§ TASK BRIEF: Begin at the top of the entries below and write out every line through the one containing "[686,398,752,405,856,433,981,745,701,834,594,548]", excluding pictures.

Saved data entries
------------------------------

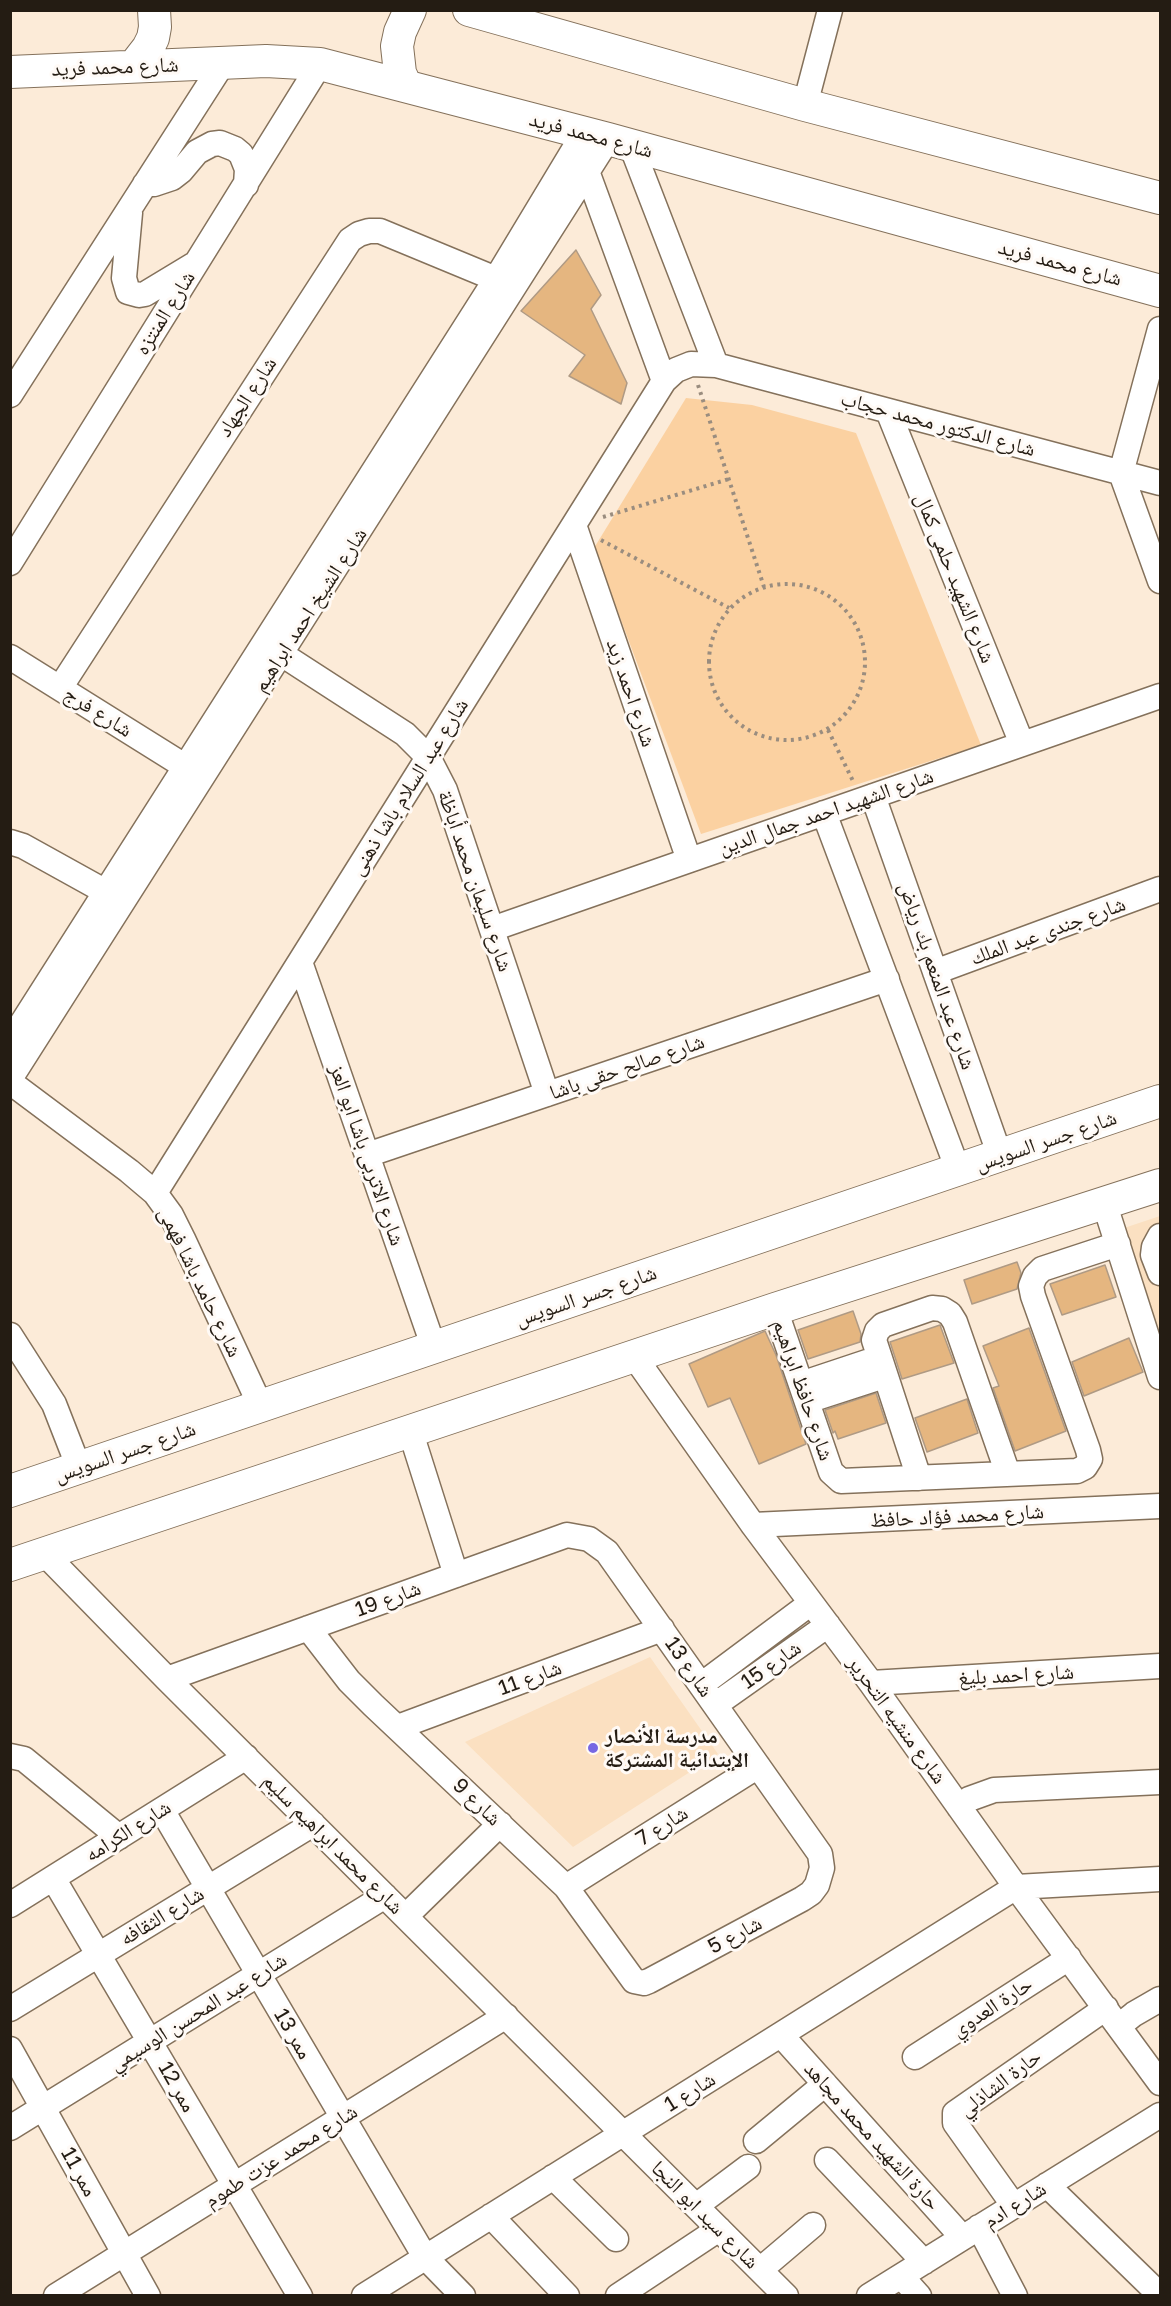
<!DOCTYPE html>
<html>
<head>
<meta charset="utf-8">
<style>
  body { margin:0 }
  #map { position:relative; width:1171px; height:2306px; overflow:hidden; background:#fcebd8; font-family:"Golos Text",sans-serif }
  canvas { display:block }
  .frame { position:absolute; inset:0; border:12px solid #241c13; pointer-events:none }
</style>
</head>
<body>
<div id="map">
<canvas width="1171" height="2306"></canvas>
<div class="frame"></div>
</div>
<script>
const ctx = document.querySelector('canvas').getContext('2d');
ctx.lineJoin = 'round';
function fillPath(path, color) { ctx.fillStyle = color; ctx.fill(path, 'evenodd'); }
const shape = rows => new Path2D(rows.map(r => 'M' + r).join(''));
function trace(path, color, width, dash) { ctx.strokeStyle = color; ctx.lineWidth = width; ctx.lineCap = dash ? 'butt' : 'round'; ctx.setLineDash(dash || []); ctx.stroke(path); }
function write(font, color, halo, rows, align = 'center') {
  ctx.font = font + ' "Golos Text","Noto Naskh Arabic",sans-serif'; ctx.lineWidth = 6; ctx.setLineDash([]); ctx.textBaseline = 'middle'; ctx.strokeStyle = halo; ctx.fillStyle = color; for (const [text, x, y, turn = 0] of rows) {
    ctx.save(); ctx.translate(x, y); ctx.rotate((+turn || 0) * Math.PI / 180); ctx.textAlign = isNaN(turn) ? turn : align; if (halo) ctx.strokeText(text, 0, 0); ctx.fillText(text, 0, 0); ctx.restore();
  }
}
const built = shape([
  [1160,1216,1160,1342,1121,1229],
  [650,1657,718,1754,573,1847,465,1742]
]);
const green = shape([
  [686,398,752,405,856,433,981,745,701,834,594,548]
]);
const building = shape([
  [576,250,601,295,591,309,627,383,621,404,569,376,585,355,521,311,576,250],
  [1017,1262,1021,1273,1017,1289,972,1304,964,1280,1017,1262],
  [1105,1265,1116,1297,1062,1315,1050,1284,1105,1265],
  [853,1311,861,1334,860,1342,808,1359,798,1330,853,1311],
  [940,1325,954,1363,902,1379,890,1342,940,1325],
  [1029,1328,1066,1431,1015,1451,993,1388,999,1386,983,1346,1029,1328],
  [765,1331,776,1355,806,1444,759,1464,730,1398,708,1407,689,1364,765,1331],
  [1129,1338,1143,1372,1084,1396,1072,1362,1129,1338],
  [876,1393,886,1423,838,1439,835,1431,833,1433,825,1410,876,1393],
  [967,1399,978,1433,927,1452,915,1418,967,1399]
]);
const path = shape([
  [698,385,764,587],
  [603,517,729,479],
  [601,540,729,608],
  '709 662a78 78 0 1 1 156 0a78 78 0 1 1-156 0Z',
  [828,730,853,781]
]);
const minor = shape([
  [805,105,830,10],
  [631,145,716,365],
  [585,162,588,174,664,381],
  [145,184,154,184,172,178,181,171,197,152,212,144,220,143,235,149,241,154,247,169,246,185],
  [130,213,124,278,128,292,139,295,145,294,193,265],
  [1160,329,1121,473,1160,581],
  [10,395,223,63],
  [888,411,1022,744],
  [574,525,689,860],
  [10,563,320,64],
  [269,646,405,734,428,757,445,790,547,1094],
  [10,657,186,767],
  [60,688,350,240,359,234,369,231,380,231,496,279],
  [873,796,1000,1156],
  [824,813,958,1170],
  [10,842,23,846,106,892],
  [492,929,1160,696],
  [300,962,434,1348],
  [935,972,1160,889],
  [10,1042,496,279,584,133],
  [10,1079,608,139],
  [10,1082,129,1171,155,1193,171,1215,183,1239,261,1407],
  [367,1155,887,979],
  [155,1193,664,381,676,370,691,364,716,365,1160,483],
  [1104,1202,1160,1377],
  [1160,1236,1154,1247,1153,1255,1160,1273],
  [775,1309,831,1472,841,1481,1077,1471,1085,1467,1090,1459,1088,1450,1033,1296,1031,1286,1035,1276,1042,1269,1118,1244],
  [10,1335,54,1404,79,1468],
  [634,1356,753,1525,871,1683,1016,1887,1160,2083],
  [801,1384,879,1358],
  [807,1401,884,1376],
  [410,1430,456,1575],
  [919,1478,874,1340,877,1331,883,1325,932,1308,942,1309,950,1314,955,1322,1008,1474],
  [753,1525,1160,1506],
  [44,1553,167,1679,786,2296],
  [167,1679,567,1535,589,1539,607,1552,820,1854,822,1868,817,1885,811,1893,802,1899,649,1981,644,1983,634,1981,566,1887,373,1705,349,1681,308,1628],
  [871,1683,1160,1666],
  [701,1685,811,1603],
  [715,1705,828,1625],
  [398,1727,662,1629],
  [10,1756,24,1759,119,1837],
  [959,1807,969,1799,994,1790,1160,1782],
  [162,1810,425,2257,463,2296],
  [53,1878,300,2296],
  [566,1887,758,1766],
  [10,1905,246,1757],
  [406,1916,500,1824],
  [10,2009,313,1824],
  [1119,2026,1134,2014,1160,1999],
  [781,2035,962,2237],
  [10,2049,148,2296],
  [915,2057,1069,1958],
  [10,2128,385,1896],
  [756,2141,825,2084],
  [827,2160,924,2262],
  [553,2177,616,2239],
  [1047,2185,1160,2295],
  [696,2206,748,2167],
  [1014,2206,955,2123,955,2113,1106,2008],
  [491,2216,567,2296],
  [979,2227,1015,2296],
  [760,2270,813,2225],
  [901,2276,919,2296],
  [56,2296,506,2016],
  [364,2296,1016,1887,1160,1879],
  [618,2296,719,2229],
  [869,2296,1160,2115]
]);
const major = shape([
  [469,10,805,105,1160,198],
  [134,66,148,48,153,38,155,27,154,10],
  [10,72,266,61,320,64,608,139,1160,291],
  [406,86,400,73,397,46,400,32,410,10],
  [10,1491,1160,1101],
  [10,1565,775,1309,1160,1185]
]);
const markers = [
  [593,1748,6,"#7768e3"]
];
const streetNames = [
  ["شارع محمد فريد",115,67,-2],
  ["شارع محمد فريد",591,135,15],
  ["شارع محمد فريد",1060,263,15],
  ["شارع المنتزه",165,313,-58],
  ["شارع الجهاد",247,397,-57],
  ["شارع الدكتور محمد حجاب",938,424,15],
  ["شارع الشهيد حلمى كمال",955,578,68],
  ["شارع الشيخ احمد ابراهيم",310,610,-57],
  ["شارع احمد زيد",631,693,71],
  ["شارع فرج",98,712,32],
  ["شارع عبد السلام باشا ذهنى",409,787,-58],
  ["شارع الشهيد احمد جمال الدين",826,812,-19],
  ["شارع سليمان محمد أباظة",475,881,71],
  ["شارع جندى عبد الملك",1048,931,-20],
  ["شارع عبد المنعم بك رياض",937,976,71],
  ["شارع صالح حقى باشا",627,1067,-19],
  ["شارع جسر السويس",1046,1141,-19],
  ["شارع الاتربى باشا ابو العز",367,1155,71],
  ["شارع حامد باشا فهمى",200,1282,64],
  ["شارع جسر السويس",586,1296,-19],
  ["شارع حافظ ابراهيم",803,1390,71],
  ["شارع جسر السويس",125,1452,-19],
  ["شارع محمد فؤاد حافظ",957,1516,-3],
  ["شارع 19",388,1599,-20],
  ["شارع 15",771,1665,-35],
  ["شارع 13",689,1667,55],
  ["شارع احمد بليغ",1016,1675,-3],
  ["شارع 11",530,1678,-20],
  ["شارع منشيه التحرير",897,1720,54],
  ["شارع 9",477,1802,44],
  ["شارع 7",662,1826,-32],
  ["شارع الكرامه",128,1831,-32],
  ["شارع محمد ابراهيم سليم",333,1844,45],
  ["شارع الثقافه",162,1916,-31],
  ["شارع 5",735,1935,-28],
  ["حارة العدوي",992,2007,-33],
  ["شارع عبد المحسن الوسيمي",198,2012,-32],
  ["ممر 13",293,2034,60],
  ["حارة الشاذلي",1000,2083,-37],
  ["ممر 12",177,2087,60],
  ["شارع 1",690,2092,-32],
  ["حارة الشهيد محمد مجاهد",872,2136,48],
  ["شارع محمد عزت طموم",281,2156,-32],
  ["ممر 11",79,2172,61],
  ["شارع ادم",1015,2205,-32],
  ["شارع سيد ابو النجا",705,2215,45]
];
const poiNames = [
  ["مدرسة الأنصار",605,1736],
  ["الإبتدائية المشتركة",605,1760]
];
fillPath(built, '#fbe0c1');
fillPath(green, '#fbd1a1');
fillPath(building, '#e5b680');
trace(building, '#af9a84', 1.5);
trace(minor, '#84715b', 27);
trace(major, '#84715b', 34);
trace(path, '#9a8d7f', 4, [3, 4.5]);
trace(minor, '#fff', 24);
trace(major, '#fff', 32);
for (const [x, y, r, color] of markers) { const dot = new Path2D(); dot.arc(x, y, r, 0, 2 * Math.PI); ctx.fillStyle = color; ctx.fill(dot); trace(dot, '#fffaf6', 2); }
write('21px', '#241c13', '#fffaf6', streetNames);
write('bold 21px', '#241c13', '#fffaf6', poiNames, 'left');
</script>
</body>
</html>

------------------------------

§ ANSWER TO THE PROBLEM:
<!DOCTYPE html>
<html>
<head>
<meta charset="utf-8">
<style>
  body { margin:0 }
  #map { position:relative; width:1171px; height:2306px; overflow:hidden; background:#fcebd8; font-family:"Golos Text",sans-serif }
  canvas { display:block }
  .frame { position:absolute; inset:0; border:12px solid #241c13; pointer-events:none }
</style>
</head>
<body>
<div id="map">
<canvas width="1171" height="2306"></canvas>
<div class="frame"></div>
</div>
<script>
const ctx = document.querySelector('canvas').getContext('2d');
ctx.lineJoin = 'round';
function fillPath(path, color) { ctx.fillStyle = color; ctx.fill(path, 'evenodd'); }
const shape = rows => new Path2D(rows.map(r => 'M' + r).join(''));
function trace(path, color, width, dash) { ctx.strokeStyle = color; ctx.lineWidth = width; ctx.lineCap = dash ? 'butt' : 'round'; ctx.setLineDash(dash || []); ctx.stroke(path); }
function write(font, color, halo, rows, align = 'center') {
  ctx.font = font + ' "Golos Text","Noto Naskh Arabic",sans-serif'; ctx.lineWidth = 6; ctx.setLineDash([]); ctx.textBaseline = 'middle'; ctx.strokeStyle = halo; ctx.fillStyle = color; for (const [text, x, y, turn = 0] of rows) {
    ctx.save(); ctx.translate(x, y); ctx.rotate((+turn || 0) * Math.PI / 180); ctx.textAlign = isNaN(turn) ? turn : align; if (halo) ctx.strokeText(text, 0, 0); ctx.fillText(text, 0, 0); ctx.restore();
  }
}
const built = shape([
  [1160,1216,1160,1342,1121,1229],
  [650,1657,718,1754,573,1847,465,1742]
]);
const green = shape([
  [686,398,752,405,856,433,981,745,701,834,594,548]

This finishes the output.